### WORK REQUIRED
Whenever a line below includes the word "evenodd", copy that line.

### EXERCISE INPUT
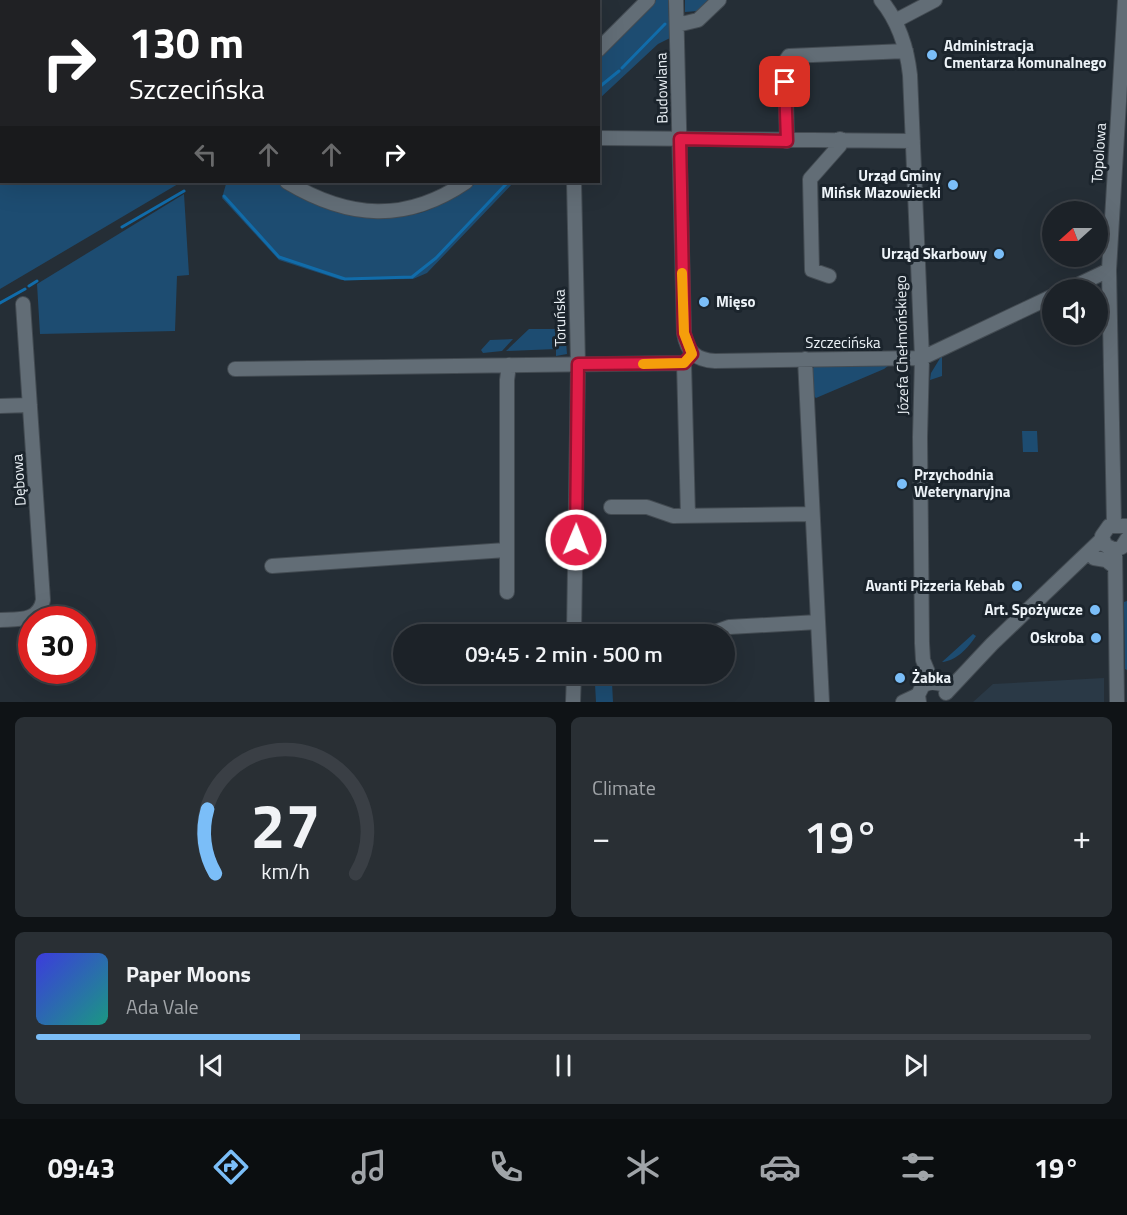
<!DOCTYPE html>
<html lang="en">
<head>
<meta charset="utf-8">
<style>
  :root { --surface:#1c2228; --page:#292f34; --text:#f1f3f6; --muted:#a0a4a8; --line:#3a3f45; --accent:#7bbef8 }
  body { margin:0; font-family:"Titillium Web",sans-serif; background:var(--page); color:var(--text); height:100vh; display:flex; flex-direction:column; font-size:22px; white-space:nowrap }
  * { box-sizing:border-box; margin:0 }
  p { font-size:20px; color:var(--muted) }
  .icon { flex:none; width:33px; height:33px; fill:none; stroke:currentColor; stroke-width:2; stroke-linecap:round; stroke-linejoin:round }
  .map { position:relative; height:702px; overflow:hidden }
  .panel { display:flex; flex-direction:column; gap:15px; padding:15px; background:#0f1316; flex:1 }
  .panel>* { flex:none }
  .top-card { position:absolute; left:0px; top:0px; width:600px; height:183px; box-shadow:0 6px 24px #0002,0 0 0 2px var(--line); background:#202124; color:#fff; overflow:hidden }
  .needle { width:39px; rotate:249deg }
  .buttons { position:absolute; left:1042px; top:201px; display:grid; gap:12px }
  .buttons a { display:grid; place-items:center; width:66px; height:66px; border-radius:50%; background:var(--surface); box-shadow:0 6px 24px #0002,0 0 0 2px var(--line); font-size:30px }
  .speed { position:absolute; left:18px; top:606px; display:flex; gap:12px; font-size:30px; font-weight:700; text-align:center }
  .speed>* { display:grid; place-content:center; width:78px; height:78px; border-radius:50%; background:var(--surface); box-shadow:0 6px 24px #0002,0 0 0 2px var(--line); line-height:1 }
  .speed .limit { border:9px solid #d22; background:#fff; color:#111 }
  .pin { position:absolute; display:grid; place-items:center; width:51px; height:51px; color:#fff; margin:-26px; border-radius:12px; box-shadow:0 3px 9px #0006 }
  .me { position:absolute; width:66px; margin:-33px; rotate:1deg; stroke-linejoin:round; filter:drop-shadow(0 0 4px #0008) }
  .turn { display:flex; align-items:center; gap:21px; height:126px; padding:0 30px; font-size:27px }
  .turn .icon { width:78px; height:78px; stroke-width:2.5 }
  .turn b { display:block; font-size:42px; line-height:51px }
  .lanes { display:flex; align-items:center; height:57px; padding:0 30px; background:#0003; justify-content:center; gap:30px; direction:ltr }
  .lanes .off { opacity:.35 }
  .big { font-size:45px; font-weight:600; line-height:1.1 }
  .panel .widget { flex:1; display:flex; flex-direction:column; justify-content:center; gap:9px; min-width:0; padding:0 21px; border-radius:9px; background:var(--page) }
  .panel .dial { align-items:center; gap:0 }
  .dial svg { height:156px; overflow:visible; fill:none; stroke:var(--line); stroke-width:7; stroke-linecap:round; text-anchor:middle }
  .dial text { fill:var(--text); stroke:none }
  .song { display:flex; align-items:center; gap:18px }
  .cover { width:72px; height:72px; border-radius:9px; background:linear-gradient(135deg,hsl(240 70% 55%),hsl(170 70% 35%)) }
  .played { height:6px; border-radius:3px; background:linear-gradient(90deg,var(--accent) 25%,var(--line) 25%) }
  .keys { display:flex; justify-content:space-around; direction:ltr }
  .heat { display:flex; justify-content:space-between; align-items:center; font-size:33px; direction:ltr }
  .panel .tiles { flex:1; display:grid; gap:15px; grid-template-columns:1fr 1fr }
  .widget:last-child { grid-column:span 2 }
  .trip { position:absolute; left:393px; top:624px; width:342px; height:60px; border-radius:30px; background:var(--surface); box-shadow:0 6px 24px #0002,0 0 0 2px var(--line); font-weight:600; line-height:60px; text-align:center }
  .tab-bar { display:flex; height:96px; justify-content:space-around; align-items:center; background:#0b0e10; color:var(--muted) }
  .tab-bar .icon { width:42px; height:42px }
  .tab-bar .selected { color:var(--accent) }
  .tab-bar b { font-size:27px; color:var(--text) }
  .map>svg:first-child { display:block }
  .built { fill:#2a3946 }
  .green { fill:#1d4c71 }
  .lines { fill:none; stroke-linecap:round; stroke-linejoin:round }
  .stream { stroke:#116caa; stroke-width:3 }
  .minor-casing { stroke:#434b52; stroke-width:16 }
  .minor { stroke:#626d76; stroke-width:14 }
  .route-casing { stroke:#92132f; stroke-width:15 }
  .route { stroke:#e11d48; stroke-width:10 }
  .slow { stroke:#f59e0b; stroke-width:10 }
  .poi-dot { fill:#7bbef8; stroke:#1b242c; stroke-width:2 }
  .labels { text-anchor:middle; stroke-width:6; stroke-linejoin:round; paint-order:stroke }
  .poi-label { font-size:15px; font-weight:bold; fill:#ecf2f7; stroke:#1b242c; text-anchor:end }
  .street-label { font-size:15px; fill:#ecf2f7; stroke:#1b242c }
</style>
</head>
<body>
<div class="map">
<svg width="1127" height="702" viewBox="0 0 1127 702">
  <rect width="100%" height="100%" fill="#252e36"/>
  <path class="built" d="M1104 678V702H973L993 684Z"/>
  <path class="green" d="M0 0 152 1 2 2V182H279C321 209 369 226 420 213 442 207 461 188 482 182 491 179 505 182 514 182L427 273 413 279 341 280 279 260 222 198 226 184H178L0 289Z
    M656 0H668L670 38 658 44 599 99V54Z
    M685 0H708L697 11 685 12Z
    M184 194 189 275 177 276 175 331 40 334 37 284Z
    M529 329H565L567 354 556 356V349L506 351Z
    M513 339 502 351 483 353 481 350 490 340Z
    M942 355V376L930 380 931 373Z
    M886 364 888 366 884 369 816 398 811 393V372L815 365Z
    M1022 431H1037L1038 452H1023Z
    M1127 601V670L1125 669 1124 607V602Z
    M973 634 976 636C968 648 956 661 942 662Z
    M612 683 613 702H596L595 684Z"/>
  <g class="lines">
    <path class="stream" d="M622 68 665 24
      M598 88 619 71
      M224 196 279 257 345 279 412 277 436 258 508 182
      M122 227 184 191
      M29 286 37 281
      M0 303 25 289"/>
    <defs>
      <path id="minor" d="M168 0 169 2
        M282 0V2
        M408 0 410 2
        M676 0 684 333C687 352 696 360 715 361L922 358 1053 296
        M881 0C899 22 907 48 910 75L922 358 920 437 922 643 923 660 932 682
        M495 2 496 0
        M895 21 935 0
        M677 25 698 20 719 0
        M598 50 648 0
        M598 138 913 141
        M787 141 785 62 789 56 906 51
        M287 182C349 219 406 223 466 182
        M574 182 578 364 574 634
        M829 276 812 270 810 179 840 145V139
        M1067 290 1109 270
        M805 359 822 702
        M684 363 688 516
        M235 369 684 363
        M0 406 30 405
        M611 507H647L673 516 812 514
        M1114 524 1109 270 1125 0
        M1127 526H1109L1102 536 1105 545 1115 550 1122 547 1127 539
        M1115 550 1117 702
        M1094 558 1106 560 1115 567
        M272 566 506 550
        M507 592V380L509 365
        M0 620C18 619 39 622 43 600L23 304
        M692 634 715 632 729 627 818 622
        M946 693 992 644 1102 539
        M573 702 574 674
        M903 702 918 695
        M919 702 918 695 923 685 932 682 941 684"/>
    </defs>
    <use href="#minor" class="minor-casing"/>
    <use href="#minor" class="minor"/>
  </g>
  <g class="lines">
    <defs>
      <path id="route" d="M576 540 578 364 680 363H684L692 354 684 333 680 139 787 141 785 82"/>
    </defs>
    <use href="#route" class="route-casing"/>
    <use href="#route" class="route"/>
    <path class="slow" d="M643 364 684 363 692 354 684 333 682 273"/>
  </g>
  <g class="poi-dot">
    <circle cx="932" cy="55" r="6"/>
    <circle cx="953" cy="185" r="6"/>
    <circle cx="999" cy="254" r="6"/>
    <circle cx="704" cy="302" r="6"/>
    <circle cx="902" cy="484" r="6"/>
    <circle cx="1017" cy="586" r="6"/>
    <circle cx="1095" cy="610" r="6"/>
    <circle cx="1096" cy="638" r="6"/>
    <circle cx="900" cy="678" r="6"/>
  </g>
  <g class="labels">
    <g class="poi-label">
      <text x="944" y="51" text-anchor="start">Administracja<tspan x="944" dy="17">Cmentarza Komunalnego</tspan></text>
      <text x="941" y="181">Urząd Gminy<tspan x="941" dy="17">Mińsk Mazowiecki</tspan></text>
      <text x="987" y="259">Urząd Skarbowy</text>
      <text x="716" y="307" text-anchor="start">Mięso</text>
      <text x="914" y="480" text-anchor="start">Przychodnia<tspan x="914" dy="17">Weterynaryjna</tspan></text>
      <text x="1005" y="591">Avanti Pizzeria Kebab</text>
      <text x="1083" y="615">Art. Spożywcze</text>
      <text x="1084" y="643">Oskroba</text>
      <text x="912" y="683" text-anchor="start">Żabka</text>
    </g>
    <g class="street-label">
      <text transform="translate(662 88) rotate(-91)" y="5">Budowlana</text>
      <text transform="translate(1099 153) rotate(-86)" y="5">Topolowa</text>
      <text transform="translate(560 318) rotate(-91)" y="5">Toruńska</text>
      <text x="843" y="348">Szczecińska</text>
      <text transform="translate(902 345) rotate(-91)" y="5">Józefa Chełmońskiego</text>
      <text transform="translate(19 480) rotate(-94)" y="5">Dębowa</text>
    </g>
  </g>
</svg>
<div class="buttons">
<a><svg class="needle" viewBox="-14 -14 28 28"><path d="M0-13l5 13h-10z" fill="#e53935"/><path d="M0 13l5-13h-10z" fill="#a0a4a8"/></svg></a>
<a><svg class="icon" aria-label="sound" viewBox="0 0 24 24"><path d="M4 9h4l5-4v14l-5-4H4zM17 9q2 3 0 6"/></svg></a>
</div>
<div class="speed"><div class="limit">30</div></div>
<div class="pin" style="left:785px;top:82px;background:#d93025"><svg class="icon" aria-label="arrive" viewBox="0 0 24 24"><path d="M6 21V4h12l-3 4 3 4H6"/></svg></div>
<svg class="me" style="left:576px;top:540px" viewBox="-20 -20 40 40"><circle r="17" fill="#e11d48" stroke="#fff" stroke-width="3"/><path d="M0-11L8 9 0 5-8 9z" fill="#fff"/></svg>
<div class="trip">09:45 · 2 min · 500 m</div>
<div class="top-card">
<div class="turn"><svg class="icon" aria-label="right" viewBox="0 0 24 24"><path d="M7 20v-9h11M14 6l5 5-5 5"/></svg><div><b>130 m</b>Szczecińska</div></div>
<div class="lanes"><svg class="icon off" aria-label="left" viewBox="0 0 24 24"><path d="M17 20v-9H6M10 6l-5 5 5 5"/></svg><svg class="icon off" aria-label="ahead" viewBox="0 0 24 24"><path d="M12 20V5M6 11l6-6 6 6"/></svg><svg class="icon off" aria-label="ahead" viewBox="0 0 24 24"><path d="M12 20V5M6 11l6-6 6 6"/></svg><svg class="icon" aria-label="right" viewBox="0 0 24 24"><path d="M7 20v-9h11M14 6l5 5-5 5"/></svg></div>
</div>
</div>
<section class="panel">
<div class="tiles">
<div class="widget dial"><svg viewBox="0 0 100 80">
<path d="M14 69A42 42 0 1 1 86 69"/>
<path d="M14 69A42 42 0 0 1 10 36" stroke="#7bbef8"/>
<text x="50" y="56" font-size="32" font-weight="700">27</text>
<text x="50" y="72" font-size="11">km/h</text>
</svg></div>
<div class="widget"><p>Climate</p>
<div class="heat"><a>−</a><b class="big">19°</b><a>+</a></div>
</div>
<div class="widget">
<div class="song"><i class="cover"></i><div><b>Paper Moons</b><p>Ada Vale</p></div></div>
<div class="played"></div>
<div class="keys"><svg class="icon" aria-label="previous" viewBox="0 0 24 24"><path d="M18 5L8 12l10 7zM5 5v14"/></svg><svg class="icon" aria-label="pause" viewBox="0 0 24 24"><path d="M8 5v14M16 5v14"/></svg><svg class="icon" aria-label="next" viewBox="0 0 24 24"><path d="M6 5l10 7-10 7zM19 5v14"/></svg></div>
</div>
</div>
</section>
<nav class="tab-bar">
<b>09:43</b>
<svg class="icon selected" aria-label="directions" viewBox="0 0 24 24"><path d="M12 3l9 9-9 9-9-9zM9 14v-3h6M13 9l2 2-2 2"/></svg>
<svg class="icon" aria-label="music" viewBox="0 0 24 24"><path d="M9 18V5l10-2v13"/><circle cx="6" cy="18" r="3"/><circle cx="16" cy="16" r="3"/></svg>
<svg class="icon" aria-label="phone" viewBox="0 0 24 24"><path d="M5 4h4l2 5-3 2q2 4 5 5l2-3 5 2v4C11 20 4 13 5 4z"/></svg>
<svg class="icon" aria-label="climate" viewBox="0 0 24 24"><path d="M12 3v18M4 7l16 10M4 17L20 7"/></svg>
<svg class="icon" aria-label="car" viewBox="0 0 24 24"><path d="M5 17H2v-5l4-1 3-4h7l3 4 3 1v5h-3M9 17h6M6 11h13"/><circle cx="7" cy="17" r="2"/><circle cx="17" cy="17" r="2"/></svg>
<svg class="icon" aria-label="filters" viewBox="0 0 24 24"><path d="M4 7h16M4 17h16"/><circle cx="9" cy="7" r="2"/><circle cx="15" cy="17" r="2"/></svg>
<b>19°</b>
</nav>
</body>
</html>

* * *

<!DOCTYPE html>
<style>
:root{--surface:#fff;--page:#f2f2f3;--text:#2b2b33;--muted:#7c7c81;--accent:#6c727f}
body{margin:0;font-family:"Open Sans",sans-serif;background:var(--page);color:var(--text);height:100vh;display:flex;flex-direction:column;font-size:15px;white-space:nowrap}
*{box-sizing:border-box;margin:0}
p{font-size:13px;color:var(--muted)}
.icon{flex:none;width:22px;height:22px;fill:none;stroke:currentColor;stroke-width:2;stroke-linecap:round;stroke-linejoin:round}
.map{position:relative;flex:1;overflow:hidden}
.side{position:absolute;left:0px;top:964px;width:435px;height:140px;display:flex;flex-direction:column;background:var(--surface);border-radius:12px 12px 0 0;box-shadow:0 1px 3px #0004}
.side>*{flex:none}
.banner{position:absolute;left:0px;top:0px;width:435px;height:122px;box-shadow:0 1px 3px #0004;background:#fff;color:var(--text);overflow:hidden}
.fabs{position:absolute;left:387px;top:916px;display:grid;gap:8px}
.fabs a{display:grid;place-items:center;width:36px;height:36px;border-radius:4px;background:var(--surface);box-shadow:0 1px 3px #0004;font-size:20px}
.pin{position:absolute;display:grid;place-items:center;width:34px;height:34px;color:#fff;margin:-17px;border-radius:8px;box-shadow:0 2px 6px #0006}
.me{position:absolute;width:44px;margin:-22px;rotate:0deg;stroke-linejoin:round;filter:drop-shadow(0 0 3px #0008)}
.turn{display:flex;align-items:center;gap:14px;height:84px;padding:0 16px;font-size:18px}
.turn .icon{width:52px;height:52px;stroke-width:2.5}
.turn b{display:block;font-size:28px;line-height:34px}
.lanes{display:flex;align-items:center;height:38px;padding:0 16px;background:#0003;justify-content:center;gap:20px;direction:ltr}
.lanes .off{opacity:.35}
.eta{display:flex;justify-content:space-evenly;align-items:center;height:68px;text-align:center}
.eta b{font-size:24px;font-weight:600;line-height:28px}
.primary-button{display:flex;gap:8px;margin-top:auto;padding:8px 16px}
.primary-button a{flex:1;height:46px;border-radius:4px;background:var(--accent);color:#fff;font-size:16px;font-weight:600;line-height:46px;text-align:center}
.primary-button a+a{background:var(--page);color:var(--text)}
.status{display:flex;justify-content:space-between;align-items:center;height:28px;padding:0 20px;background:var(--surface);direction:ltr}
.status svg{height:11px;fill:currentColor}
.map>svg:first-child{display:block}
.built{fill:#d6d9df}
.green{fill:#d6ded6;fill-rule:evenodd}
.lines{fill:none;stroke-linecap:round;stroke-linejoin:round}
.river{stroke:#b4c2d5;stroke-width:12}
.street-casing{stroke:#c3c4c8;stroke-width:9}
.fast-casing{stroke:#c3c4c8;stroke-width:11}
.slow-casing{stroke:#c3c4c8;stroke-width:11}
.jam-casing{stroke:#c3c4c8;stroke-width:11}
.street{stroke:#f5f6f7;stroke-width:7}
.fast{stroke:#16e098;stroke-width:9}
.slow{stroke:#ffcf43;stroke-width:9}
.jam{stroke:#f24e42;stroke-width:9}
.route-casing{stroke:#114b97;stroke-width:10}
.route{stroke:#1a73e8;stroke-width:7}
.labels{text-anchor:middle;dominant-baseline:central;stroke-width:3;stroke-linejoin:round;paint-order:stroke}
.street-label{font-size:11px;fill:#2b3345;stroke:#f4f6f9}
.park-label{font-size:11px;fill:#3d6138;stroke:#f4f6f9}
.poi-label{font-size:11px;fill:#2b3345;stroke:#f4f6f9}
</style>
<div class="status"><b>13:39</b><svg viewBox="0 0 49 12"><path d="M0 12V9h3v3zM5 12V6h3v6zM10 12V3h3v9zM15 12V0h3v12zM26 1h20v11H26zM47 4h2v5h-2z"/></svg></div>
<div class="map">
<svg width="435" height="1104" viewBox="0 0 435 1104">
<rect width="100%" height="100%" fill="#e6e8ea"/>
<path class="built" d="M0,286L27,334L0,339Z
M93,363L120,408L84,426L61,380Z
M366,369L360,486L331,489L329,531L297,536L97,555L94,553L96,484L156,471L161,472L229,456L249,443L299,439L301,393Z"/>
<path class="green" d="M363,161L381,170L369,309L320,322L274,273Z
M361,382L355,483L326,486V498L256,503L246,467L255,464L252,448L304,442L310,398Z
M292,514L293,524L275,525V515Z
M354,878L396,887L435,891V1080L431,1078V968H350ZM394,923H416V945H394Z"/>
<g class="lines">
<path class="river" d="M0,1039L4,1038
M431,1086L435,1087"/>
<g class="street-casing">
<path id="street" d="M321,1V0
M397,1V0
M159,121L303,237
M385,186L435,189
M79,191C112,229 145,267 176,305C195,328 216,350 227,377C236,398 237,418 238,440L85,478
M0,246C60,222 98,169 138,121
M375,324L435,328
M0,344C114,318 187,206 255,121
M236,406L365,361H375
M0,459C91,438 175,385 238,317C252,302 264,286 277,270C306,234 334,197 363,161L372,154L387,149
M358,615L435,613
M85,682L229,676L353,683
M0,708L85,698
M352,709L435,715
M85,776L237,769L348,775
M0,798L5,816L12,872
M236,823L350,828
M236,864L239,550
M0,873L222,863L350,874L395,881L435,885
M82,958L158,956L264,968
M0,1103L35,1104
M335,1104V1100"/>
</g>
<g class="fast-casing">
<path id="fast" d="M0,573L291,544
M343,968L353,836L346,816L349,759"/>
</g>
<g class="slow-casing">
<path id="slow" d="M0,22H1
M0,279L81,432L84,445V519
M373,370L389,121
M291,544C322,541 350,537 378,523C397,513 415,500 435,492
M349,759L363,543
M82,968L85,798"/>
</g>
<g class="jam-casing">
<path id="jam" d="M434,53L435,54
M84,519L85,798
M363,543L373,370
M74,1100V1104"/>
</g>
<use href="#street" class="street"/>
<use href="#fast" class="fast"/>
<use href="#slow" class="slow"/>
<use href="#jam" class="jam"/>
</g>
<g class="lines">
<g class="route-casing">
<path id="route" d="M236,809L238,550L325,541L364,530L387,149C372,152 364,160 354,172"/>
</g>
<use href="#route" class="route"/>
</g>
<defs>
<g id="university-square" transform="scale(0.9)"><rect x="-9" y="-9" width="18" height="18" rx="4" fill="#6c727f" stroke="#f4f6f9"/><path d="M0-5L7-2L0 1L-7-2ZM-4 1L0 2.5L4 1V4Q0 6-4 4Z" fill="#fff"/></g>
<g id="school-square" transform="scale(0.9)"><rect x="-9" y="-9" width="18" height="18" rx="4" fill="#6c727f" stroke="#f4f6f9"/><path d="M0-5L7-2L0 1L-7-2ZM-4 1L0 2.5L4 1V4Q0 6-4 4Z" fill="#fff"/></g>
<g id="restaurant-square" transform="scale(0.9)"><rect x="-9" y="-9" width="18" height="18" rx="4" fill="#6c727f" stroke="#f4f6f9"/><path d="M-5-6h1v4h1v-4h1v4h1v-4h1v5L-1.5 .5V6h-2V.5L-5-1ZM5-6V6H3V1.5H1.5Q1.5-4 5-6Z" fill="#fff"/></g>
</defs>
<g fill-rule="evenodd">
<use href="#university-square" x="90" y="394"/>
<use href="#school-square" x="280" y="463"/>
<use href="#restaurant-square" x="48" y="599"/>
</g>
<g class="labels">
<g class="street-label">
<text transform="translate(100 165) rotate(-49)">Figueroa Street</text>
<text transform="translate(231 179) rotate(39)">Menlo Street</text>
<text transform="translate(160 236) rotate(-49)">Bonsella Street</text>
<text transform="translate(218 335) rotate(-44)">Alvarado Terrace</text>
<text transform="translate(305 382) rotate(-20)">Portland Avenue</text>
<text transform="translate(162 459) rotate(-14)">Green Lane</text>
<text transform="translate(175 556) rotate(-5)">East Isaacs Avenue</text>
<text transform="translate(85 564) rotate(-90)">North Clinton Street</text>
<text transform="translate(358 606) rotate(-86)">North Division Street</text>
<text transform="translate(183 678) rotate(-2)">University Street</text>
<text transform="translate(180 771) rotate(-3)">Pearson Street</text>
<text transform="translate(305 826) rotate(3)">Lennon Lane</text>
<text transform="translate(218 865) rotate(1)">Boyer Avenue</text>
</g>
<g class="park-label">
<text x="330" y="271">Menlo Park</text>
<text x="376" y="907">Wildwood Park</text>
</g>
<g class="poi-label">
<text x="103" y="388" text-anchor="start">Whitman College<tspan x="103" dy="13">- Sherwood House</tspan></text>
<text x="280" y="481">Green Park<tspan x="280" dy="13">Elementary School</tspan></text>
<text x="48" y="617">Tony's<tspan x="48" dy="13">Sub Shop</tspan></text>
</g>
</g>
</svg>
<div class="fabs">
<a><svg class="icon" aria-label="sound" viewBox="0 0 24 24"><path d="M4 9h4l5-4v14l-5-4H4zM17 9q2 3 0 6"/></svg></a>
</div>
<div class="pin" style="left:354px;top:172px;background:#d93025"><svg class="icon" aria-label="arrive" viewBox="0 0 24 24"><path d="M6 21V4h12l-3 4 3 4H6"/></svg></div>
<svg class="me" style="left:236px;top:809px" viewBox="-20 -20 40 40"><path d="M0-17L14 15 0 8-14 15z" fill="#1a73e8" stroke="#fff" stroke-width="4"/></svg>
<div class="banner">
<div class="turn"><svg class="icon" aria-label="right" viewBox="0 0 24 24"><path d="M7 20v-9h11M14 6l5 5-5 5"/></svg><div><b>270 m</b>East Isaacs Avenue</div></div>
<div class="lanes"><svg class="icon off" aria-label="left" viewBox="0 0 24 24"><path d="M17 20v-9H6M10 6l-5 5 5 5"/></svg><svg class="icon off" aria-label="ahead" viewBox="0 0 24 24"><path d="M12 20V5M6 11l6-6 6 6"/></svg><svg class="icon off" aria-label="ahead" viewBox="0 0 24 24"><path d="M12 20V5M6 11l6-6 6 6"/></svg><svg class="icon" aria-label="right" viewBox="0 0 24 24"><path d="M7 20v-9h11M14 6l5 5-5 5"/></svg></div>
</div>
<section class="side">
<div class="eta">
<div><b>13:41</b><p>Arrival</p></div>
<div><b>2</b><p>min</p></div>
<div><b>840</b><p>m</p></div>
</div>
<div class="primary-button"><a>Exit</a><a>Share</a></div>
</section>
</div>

### REPLY
.green{fill:#d6ded6;fill-rule:evenodd}
<g fill-rule="evenodd">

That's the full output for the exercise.